- He is buried in Ankara, in Kemal Ataturk Mausoleum. He is still loved by many Turks almost seventy years after he died, and over one-hundred-and-twenty years since he was born.
- First president of Turkey from 1923 to 1938 who was a winning strategist in the war for Turkey's independence and helped found the Republic of Turkey in its aftermath. He transformed Turkey into a secular democratic nation-state, established new schools, and gave women equal civil rights.
- He enforced the new Turkish alphabet in 1928. It was one of the biggest changes in any alphabet (Turkish was previously written in Arab script, know as Ottoman). The letter o-umlaut allegedly came from Swedish, u-umlaut from German, s-cedilla from Romanian, c-cedilla from French, and the g-breve was introduced with the new alphabet.
- On November 10, all Turkish flags are at half-mast, as Ataturk died on that day.
- Had a fondness of raki, the national drink of Turkey. He was known to be a heavy drinker and hard-worker. This contributed to his death in 1937. Ismet Inonu, his successor, gave him a posthumous personality cult. It still remains despite his party's disappearance from Turkey's political map.

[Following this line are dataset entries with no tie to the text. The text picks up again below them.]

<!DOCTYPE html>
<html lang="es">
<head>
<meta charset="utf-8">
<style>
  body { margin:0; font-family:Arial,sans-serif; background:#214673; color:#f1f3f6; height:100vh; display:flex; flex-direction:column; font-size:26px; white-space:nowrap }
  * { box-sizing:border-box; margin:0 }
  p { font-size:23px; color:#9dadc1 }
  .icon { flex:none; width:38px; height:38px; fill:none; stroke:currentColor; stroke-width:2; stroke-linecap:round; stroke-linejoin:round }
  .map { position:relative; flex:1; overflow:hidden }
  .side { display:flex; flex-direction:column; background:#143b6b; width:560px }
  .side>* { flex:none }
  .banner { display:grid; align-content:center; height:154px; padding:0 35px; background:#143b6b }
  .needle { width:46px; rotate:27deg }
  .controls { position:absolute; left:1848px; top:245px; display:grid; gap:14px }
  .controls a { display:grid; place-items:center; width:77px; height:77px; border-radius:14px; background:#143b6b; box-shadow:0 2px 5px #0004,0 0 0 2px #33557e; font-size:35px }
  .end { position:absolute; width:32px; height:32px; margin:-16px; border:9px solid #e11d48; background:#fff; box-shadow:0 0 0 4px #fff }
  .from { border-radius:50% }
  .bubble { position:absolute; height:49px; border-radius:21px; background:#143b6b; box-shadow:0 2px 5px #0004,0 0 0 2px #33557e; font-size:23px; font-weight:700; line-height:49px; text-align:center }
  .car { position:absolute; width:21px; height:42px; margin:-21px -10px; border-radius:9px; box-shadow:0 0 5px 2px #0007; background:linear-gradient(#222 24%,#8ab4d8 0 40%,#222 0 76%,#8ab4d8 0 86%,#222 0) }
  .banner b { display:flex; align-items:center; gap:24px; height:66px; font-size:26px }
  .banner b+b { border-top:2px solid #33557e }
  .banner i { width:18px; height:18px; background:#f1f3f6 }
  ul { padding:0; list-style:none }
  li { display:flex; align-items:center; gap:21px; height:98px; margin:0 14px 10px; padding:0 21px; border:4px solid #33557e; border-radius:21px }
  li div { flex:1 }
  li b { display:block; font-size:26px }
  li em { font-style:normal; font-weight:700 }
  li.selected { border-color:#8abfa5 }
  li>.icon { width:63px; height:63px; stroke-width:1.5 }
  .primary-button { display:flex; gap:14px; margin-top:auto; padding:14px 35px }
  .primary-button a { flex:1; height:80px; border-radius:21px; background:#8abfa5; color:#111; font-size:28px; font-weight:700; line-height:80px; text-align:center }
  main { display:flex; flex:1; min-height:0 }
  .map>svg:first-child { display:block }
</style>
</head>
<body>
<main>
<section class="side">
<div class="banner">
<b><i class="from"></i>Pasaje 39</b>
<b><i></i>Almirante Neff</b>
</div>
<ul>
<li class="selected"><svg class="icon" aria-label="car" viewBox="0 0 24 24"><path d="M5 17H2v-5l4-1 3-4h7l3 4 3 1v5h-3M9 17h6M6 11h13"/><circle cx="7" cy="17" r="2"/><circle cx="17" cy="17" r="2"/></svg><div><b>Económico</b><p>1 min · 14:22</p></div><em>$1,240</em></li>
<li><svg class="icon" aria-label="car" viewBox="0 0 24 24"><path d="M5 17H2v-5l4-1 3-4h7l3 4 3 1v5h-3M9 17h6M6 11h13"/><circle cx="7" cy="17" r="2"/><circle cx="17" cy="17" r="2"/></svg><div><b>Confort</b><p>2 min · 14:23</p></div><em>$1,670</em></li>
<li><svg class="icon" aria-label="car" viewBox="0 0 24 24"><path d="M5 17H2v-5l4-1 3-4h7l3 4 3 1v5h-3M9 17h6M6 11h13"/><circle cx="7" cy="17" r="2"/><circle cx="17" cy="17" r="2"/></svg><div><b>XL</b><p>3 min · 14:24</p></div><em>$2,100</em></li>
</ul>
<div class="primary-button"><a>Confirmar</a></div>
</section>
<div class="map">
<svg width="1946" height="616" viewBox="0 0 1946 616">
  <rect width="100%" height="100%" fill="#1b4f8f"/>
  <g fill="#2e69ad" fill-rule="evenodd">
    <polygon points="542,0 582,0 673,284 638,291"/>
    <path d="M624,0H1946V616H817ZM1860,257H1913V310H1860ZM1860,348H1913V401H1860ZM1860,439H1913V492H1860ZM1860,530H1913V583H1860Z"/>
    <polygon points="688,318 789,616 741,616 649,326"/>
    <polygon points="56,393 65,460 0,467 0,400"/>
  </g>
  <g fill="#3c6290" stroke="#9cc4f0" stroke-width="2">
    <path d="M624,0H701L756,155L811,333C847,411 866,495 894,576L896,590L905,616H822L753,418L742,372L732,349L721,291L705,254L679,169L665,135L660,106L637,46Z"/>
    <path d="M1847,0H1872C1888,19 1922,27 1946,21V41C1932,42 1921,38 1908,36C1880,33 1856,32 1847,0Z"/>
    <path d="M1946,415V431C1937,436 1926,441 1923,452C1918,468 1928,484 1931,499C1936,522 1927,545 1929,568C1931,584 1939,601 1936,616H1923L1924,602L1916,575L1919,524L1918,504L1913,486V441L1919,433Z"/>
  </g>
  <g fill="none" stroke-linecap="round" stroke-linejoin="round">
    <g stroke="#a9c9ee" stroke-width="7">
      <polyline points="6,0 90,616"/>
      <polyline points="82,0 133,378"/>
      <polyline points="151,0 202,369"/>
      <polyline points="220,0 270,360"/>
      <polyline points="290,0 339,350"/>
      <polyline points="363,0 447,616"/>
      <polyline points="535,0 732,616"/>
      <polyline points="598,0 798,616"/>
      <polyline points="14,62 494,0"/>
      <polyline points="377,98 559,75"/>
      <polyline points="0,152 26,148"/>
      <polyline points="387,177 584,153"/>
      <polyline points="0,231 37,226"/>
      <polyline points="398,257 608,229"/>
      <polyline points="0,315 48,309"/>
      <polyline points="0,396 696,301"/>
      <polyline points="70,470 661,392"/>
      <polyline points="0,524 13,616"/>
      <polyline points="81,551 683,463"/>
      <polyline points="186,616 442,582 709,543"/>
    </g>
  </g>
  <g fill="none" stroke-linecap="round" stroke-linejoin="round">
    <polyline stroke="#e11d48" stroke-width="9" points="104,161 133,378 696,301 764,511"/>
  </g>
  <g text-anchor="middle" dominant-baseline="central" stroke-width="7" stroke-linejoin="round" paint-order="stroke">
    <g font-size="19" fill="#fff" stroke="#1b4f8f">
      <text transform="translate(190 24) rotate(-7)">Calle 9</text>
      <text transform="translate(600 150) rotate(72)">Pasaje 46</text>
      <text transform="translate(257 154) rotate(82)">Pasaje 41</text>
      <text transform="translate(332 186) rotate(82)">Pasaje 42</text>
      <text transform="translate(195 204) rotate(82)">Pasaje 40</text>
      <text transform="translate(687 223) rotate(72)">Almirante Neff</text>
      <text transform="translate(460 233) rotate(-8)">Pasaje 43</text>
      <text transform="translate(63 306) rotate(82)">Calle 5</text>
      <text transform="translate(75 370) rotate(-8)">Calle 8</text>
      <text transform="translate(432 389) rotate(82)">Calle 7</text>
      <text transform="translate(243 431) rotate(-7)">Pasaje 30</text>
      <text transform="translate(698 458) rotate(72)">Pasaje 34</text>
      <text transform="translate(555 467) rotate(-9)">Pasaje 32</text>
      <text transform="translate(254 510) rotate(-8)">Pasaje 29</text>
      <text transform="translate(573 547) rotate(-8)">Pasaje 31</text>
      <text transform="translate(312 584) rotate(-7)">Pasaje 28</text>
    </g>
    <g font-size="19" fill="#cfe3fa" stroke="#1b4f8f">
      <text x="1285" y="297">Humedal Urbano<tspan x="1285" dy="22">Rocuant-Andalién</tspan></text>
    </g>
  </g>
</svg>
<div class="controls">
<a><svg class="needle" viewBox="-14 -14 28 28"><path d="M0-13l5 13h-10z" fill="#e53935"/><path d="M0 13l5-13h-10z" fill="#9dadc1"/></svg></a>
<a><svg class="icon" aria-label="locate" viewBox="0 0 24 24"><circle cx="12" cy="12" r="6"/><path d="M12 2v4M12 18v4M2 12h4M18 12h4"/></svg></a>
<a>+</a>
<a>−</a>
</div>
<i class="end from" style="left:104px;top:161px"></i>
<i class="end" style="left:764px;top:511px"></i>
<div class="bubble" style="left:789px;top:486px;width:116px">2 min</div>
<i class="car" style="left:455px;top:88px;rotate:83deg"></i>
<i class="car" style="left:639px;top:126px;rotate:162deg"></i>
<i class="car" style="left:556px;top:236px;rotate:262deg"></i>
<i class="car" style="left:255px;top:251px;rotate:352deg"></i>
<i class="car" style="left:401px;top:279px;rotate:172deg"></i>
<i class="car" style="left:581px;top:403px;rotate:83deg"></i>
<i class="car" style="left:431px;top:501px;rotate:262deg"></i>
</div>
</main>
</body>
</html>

- His second name, Kemal, means "Perfection of Maturity" and his surname "Ataturk" means "Father of the Turks.".
- During Adolf Hitler's control of the Rhineland, Ataturk was able to gain control over waterways known as the Straits.
- He adopted thirteen children and married his wife Latife Ussaki in 1923.
- He served in the Turkish army and fought in the Italo-Turkish War in 1911.
- Despite being a lifelong proponent of democracy and an anti-communist, Ataturk was greatly admired in the Soviet Union and Turkey even held minor diplomatic ties with the communist state.